[Data excerpts]
+---+
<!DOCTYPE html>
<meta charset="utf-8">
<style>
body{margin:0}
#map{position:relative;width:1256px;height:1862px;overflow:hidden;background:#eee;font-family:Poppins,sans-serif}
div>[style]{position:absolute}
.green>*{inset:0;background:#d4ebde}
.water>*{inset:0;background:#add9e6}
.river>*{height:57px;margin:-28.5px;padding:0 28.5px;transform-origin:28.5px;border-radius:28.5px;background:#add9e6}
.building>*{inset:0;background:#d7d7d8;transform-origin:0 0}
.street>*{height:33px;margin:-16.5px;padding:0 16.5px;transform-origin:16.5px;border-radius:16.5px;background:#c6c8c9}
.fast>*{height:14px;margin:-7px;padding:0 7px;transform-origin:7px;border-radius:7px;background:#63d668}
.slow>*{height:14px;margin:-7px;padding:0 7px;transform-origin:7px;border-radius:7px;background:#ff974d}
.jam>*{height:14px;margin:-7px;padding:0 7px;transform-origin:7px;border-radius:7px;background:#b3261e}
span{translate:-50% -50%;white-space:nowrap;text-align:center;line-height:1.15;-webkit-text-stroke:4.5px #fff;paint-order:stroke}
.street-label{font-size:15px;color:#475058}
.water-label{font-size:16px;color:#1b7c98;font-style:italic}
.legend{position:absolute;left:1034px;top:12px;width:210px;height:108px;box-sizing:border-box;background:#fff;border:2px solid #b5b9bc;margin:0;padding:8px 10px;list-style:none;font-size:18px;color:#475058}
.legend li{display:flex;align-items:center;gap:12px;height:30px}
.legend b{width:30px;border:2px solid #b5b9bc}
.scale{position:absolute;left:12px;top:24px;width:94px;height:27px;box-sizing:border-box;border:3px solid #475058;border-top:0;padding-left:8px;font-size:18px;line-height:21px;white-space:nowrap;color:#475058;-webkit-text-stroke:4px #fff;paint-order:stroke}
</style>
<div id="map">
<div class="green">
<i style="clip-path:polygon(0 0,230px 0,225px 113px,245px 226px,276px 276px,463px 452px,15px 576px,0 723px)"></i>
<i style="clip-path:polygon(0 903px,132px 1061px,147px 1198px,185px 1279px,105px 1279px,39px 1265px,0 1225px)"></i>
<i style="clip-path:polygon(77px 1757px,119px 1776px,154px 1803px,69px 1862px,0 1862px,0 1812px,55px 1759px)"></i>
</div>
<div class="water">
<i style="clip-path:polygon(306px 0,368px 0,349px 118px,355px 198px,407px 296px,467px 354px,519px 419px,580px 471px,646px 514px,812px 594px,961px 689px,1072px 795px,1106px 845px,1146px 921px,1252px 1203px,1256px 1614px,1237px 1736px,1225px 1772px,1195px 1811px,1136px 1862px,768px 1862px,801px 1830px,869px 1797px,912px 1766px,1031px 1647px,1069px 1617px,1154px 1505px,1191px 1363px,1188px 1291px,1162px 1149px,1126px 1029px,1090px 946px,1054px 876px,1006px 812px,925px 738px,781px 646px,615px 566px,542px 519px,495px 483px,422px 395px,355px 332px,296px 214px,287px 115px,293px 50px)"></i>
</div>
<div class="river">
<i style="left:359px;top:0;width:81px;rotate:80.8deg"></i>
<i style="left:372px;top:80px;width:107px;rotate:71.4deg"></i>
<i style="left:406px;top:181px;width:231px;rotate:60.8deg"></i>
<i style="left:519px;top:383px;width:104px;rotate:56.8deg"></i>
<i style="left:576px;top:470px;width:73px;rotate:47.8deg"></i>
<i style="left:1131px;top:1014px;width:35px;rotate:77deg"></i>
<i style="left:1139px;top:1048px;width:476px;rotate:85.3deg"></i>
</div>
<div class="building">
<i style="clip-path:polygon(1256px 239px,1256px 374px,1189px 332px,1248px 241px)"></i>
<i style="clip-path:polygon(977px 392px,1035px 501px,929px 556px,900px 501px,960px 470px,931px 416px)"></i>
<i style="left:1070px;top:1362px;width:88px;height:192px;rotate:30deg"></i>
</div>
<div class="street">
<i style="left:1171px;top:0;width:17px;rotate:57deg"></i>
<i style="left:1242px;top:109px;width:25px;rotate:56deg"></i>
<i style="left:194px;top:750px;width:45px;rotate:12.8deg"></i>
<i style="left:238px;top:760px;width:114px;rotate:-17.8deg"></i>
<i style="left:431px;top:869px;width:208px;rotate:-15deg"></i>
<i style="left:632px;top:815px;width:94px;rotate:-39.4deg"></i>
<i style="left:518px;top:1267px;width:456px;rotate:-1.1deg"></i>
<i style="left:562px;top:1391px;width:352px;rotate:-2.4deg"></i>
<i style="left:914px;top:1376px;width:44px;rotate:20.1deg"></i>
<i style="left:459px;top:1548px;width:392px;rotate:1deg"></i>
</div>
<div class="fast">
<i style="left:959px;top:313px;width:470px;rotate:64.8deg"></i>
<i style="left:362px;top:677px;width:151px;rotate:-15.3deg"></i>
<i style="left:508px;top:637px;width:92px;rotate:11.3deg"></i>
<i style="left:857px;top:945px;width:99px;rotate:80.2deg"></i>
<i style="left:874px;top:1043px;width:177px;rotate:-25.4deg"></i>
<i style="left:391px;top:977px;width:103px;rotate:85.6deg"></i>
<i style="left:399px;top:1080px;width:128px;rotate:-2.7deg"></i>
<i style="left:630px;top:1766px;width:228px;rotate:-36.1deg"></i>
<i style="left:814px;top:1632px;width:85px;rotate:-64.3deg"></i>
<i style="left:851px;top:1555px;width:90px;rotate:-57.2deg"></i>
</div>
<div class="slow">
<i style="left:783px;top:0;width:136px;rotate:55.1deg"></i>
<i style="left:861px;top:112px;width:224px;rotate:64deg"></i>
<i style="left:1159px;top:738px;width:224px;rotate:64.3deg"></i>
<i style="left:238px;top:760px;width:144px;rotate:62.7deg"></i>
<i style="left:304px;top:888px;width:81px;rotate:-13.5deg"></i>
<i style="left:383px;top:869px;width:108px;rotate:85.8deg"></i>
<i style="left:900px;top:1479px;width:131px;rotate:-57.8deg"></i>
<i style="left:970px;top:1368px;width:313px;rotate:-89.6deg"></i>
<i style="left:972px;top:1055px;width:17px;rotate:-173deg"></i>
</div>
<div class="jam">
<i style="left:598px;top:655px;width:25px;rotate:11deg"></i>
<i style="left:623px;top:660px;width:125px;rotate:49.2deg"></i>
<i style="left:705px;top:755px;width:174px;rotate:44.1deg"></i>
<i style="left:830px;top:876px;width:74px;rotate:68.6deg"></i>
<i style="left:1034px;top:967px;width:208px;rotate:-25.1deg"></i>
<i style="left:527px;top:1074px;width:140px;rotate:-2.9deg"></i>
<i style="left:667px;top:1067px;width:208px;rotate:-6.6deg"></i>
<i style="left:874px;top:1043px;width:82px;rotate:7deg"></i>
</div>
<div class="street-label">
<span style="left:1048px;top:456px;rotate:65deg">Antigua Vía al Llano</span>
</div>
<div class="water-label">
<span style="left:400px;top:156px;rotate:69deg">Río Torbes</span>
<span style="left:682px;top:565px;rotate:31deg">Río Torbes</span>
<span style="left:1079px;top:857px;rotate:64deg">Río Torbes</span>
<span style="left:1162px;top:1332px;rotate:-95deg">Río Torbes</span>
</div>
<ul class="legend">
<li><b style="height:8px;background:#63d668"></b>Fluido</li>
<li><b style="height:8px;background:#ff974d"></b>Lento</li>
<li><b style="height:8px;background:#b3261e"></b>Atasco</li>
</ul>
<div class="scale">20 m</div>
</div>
+---+
> Directions for this task:
Note each line above that contains "river" and copy it out.

> Expected answer:
.river>*{height:57px;margin:-28.5px;padding:0 28.5px;transform-origin:28.5px;border-radius:28.5px;background:#add9e6}
<div class="river">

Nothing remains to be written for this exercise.